═════ SOURCE DATA ═════

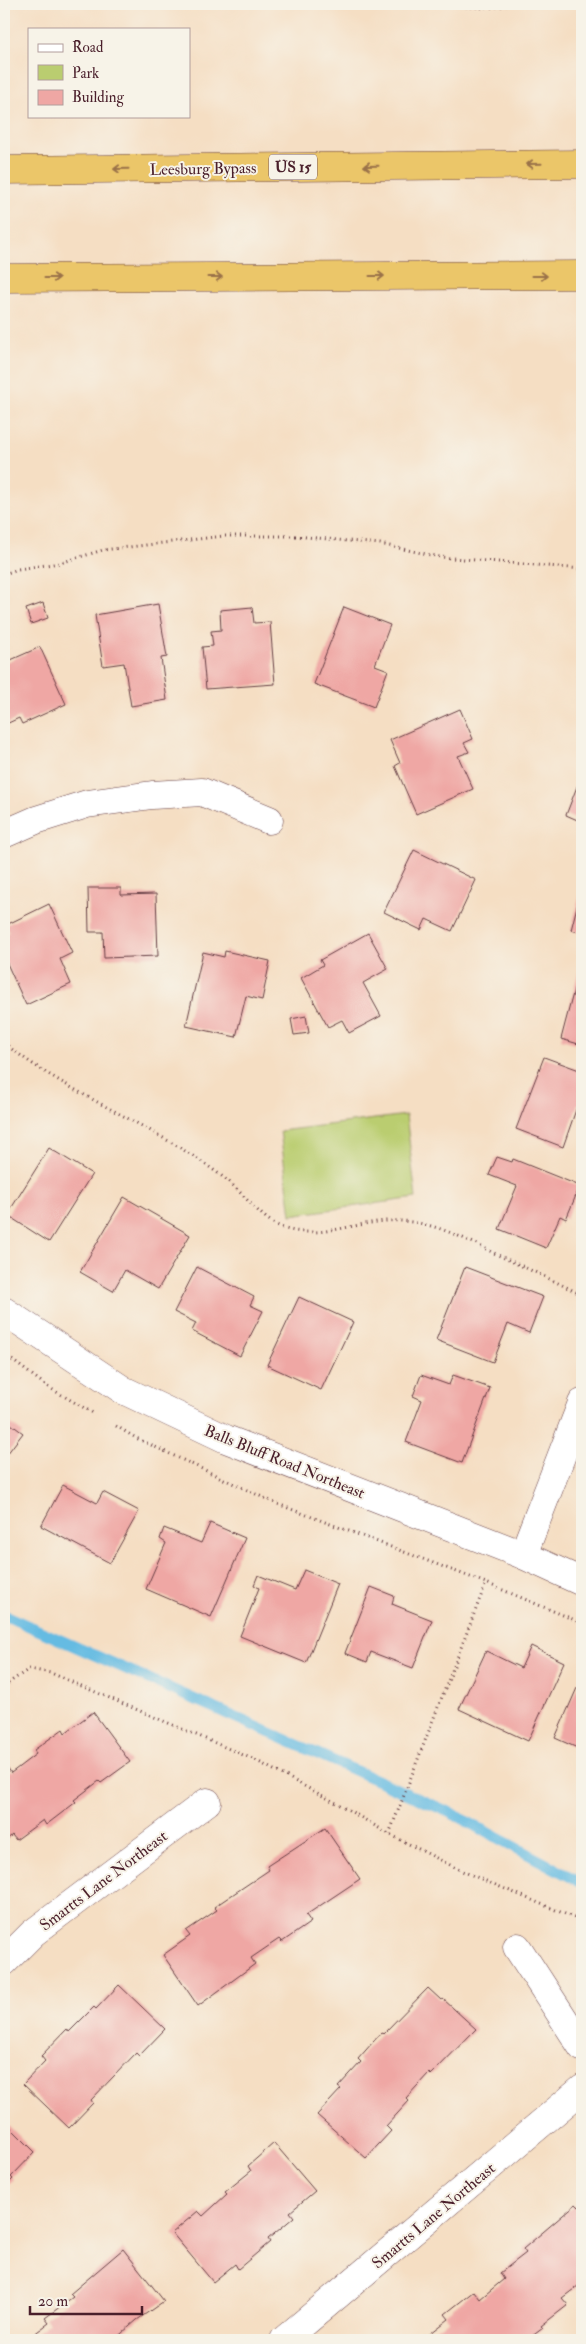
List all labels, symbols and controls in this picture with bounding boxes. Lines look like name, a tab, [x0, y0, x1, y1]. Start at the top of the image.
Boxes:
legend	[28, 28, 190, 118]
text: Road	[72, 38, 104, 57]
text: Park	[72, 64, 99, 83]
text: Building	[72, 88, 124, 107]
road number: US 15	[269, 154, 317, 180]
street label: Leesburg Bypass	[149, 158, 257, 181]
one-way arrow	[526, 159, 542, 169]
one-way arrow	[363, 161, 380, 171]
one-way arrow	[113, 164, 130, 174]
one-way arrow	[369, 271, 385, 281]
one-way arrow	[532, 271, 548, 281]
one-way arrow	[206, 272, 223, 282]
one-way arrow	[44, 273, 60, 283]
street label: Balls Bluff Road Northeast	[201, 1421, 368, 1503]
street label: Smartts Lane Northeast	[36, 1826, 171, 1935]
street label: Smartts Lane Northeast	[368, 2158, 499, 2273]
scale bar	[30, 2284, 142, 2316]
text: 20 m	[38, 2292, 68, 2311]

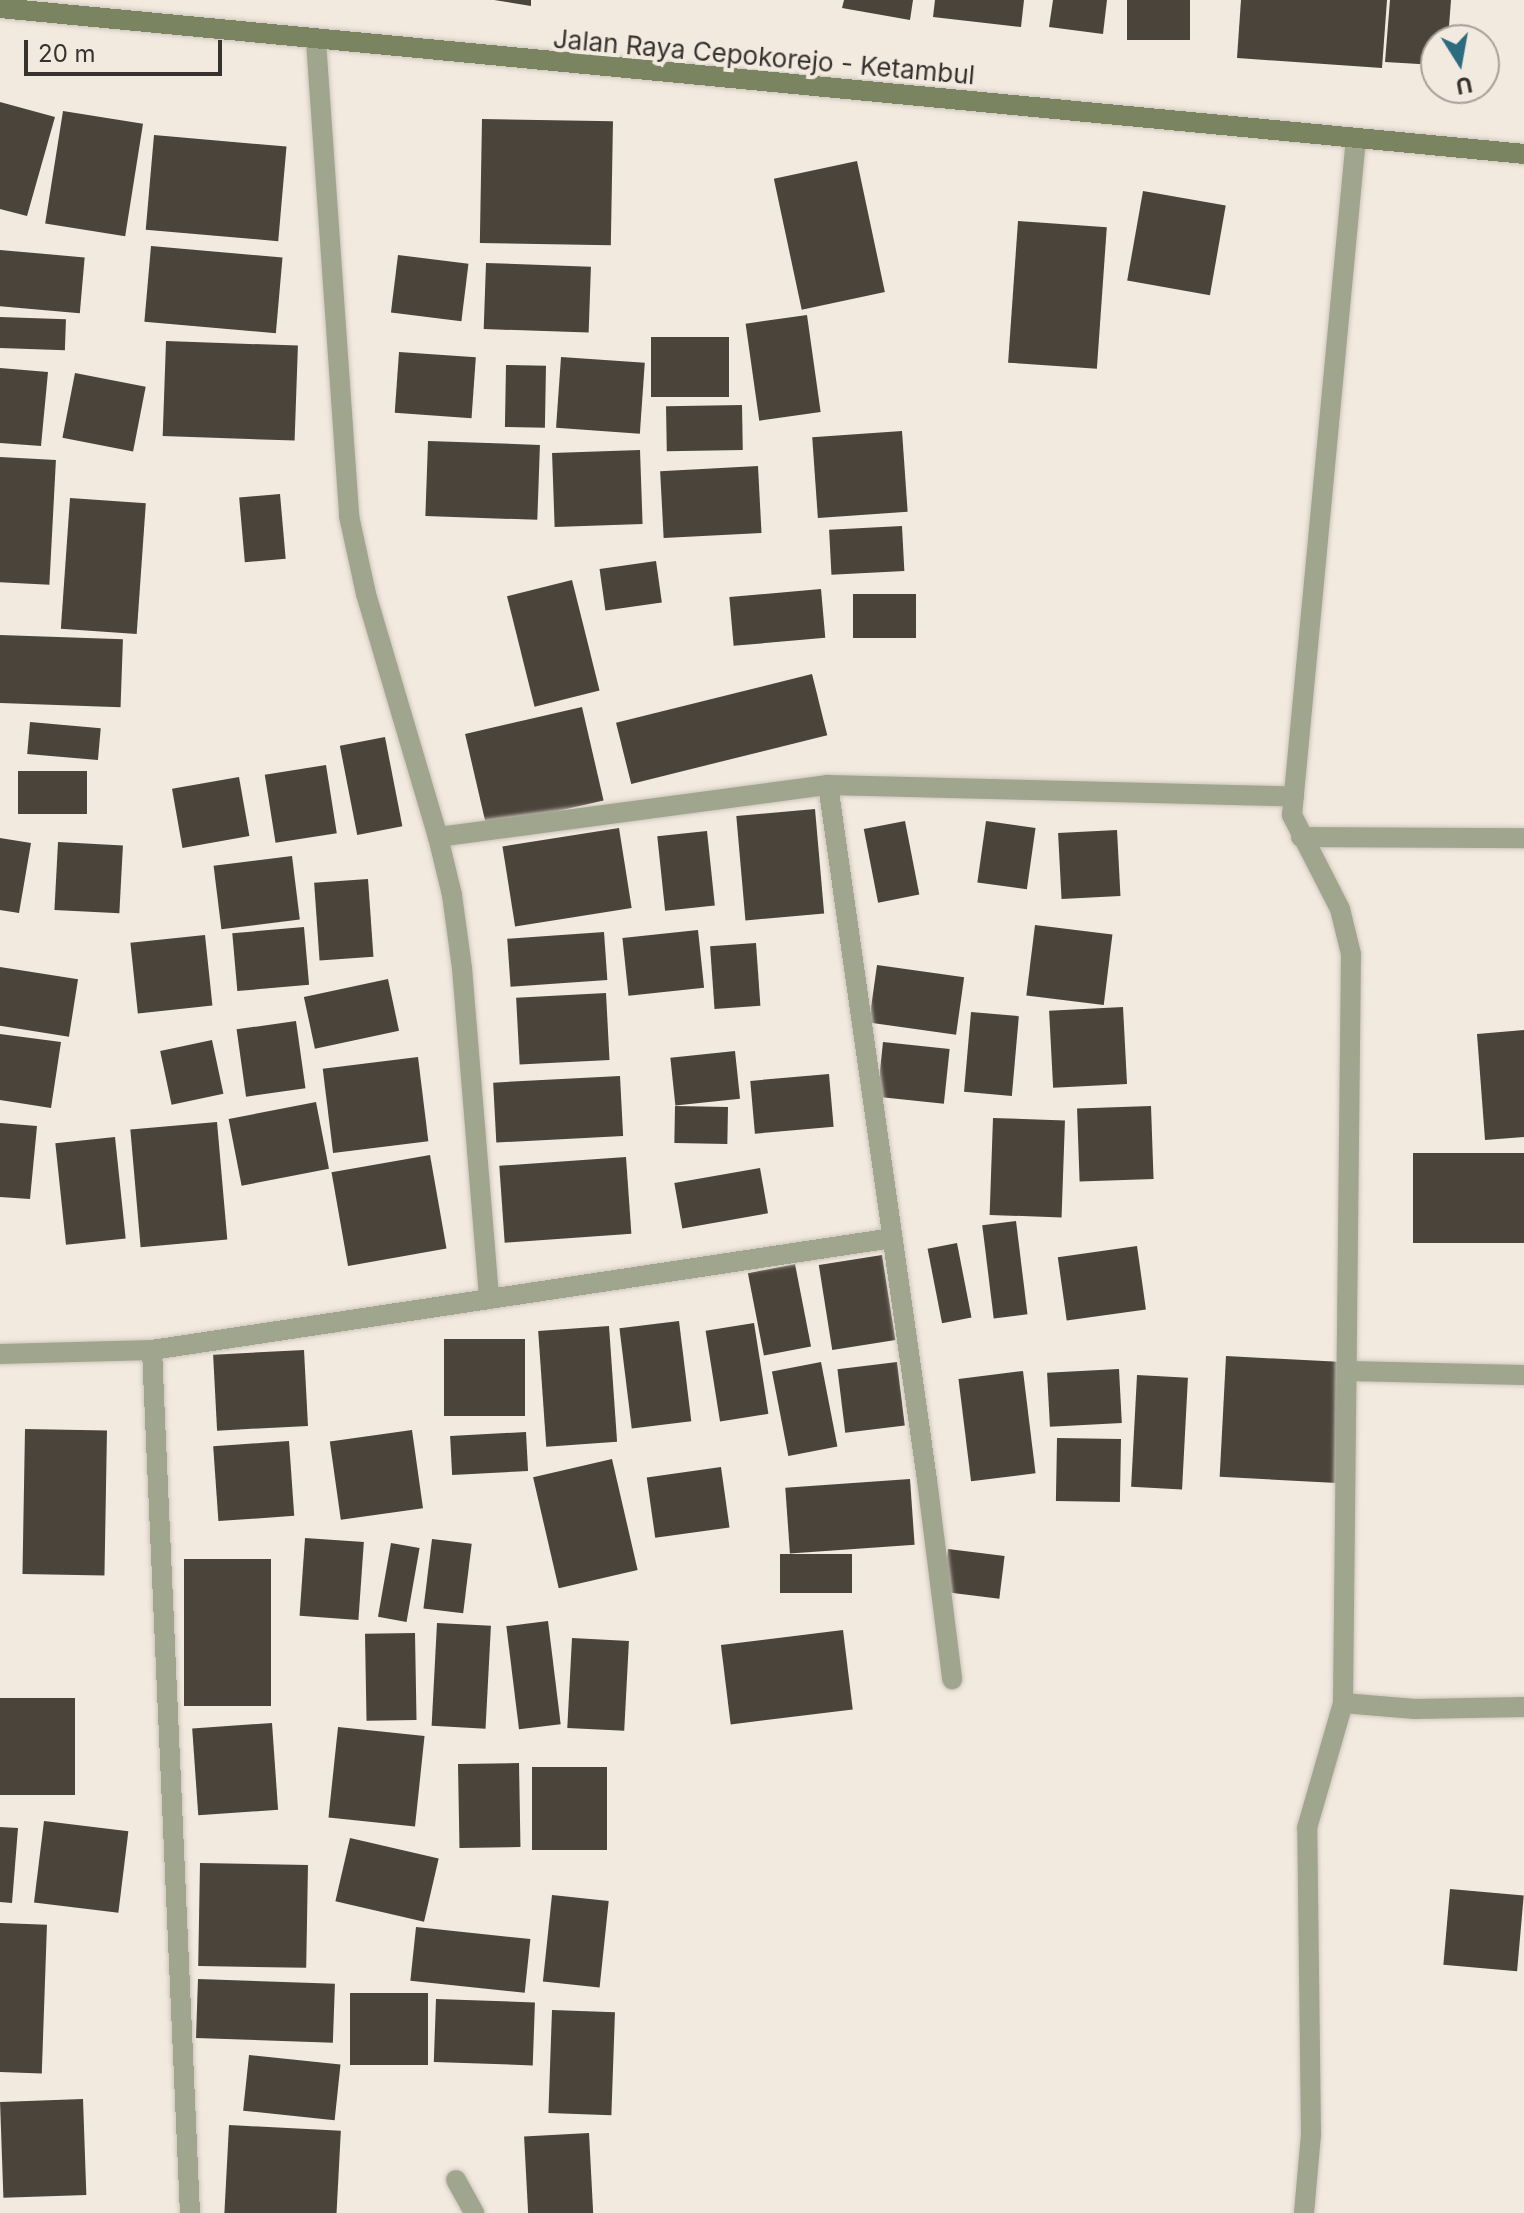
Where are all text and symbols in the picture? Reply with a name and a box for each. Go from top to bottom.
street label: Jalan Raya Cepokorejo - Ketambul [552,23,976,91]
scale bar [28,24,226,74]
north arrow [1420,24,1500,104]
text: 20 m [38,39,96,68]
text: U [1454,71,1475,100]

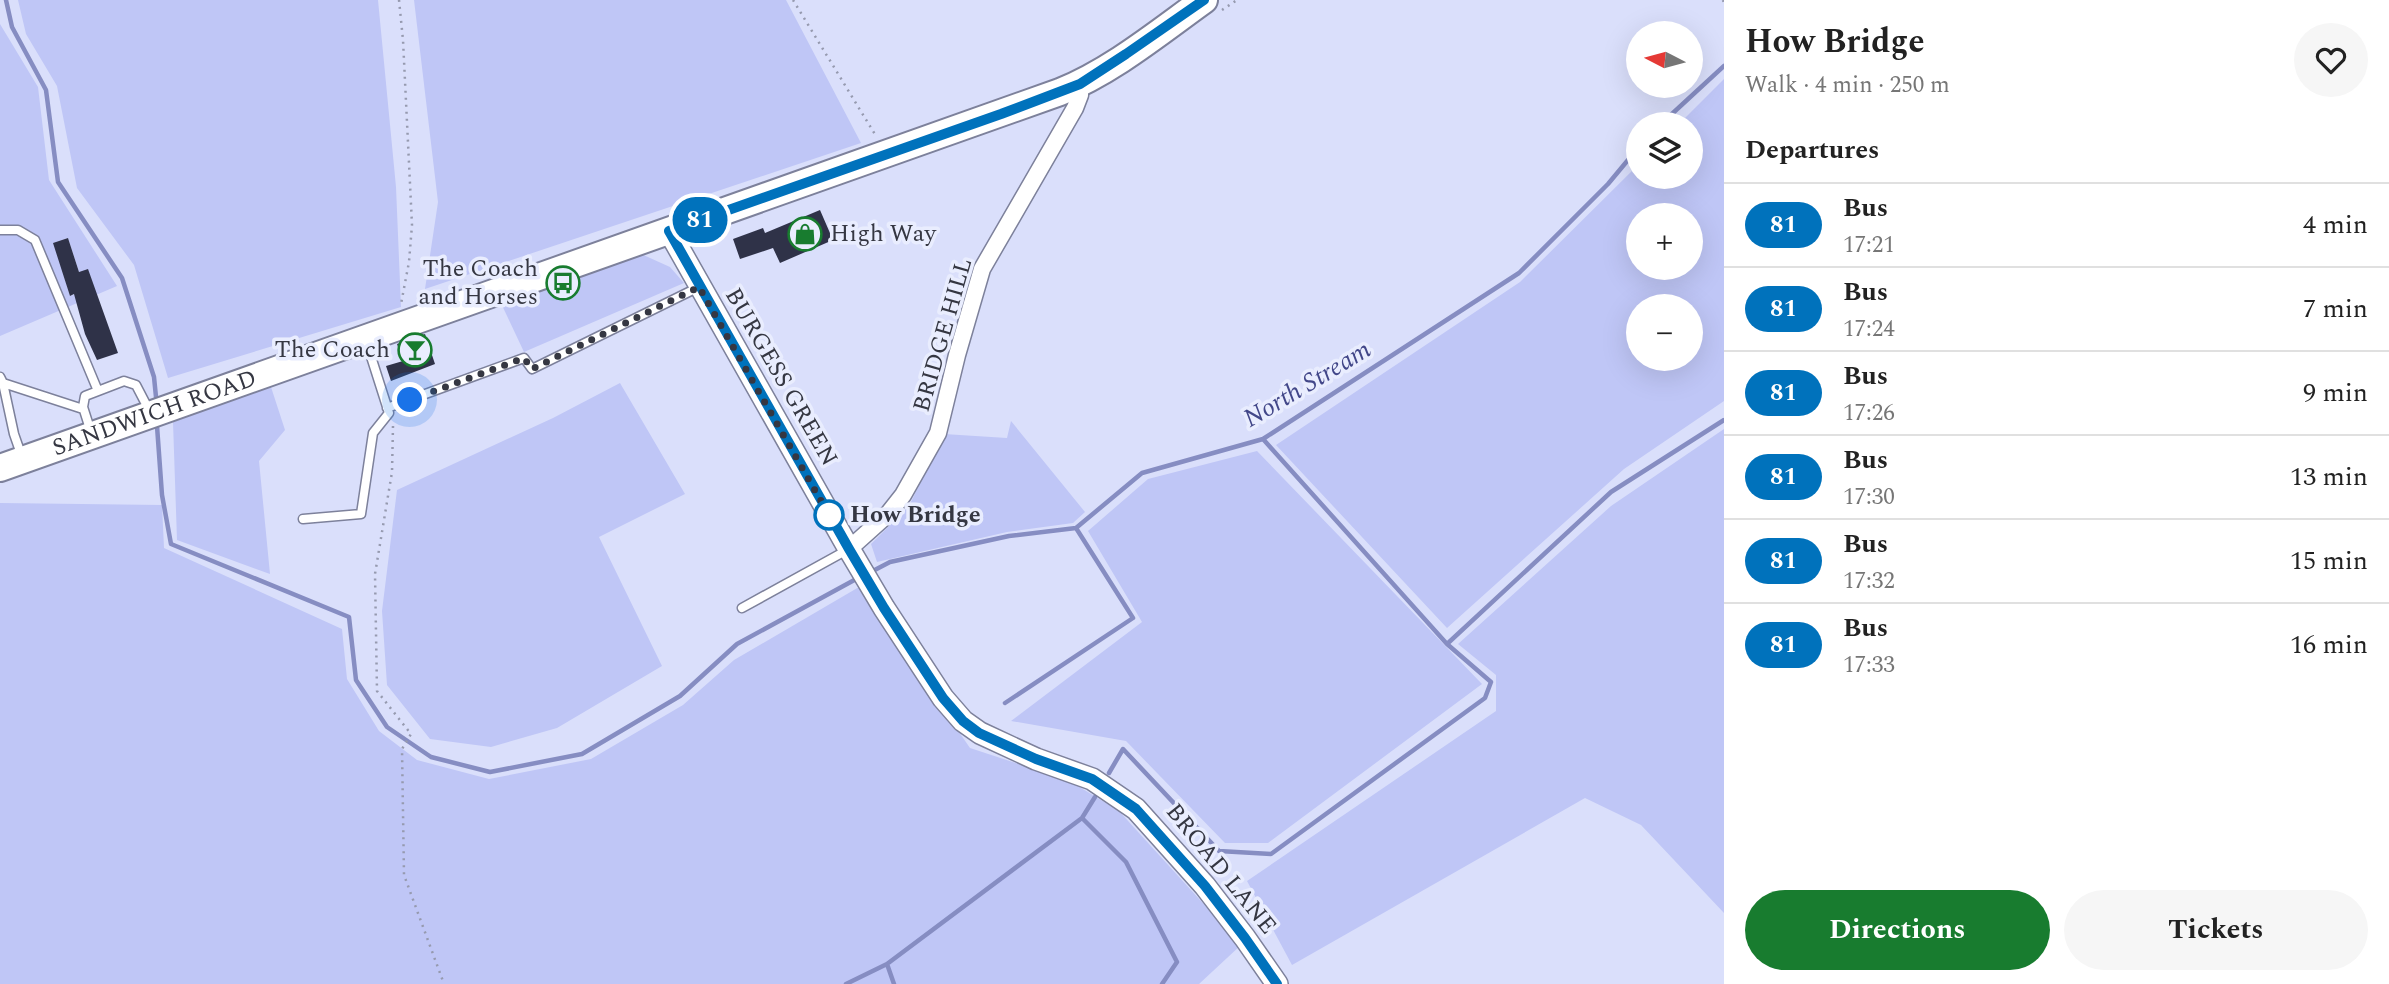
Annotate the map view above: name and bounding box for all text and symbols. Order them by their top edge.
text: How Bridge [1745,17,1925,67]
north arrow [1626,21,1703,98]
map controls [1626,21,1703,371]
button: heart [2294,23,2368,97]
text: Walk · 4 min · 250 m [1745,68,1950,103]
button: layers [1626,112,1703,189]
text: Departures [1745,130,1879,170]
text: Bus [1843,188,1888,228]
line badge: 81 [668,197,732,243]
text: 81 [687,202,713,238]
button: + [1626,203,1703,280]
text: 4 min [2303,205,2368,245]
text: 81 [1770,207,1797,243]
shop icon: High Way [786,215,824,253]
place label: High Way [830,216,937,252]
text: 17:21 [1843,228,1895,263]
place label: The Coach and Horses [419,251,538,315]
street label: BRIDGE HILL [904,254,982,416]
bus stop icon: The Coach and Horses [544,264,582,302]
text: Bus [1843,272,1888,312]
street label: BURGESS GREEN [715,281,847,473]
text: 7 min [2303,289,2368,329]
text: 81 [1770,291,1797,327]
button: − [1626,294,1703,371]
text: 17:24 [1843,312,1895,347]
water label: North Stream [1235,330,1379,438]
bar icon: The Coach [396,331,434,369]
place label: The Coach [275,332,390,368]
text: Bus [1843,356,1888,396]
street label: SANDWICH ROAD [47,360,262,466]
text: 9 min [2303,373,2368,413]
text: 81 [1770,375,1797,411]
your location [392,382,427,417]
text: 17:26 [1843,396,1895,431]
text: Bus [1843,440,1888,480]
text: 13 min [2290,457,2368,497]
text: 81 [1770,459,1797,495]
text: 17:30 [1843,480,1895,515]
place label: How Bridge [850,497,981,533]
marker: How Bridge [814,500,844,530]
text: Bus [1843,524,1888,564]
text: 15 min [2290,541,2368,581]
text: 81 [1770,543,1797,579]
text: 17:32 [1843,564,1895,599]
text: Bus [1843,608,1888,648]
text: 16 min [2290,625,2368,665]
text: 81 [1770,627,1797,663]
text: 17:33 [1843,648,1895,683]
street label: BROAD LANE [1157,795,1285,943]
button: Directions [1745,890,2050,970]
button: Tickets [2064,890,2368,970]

═════

■ **WHAT YOU WILL DO**:
Scan the data above for the word "place". Copy every line in which it is found.

■ **WRITTEN SOLUTION**:
place label: High Way [830,216,937,252]
place label: The Coach and Horses [419,251,538,315]
place label: The Coach [275,332,390,368]
place label: How Bridge [850,497,981,533]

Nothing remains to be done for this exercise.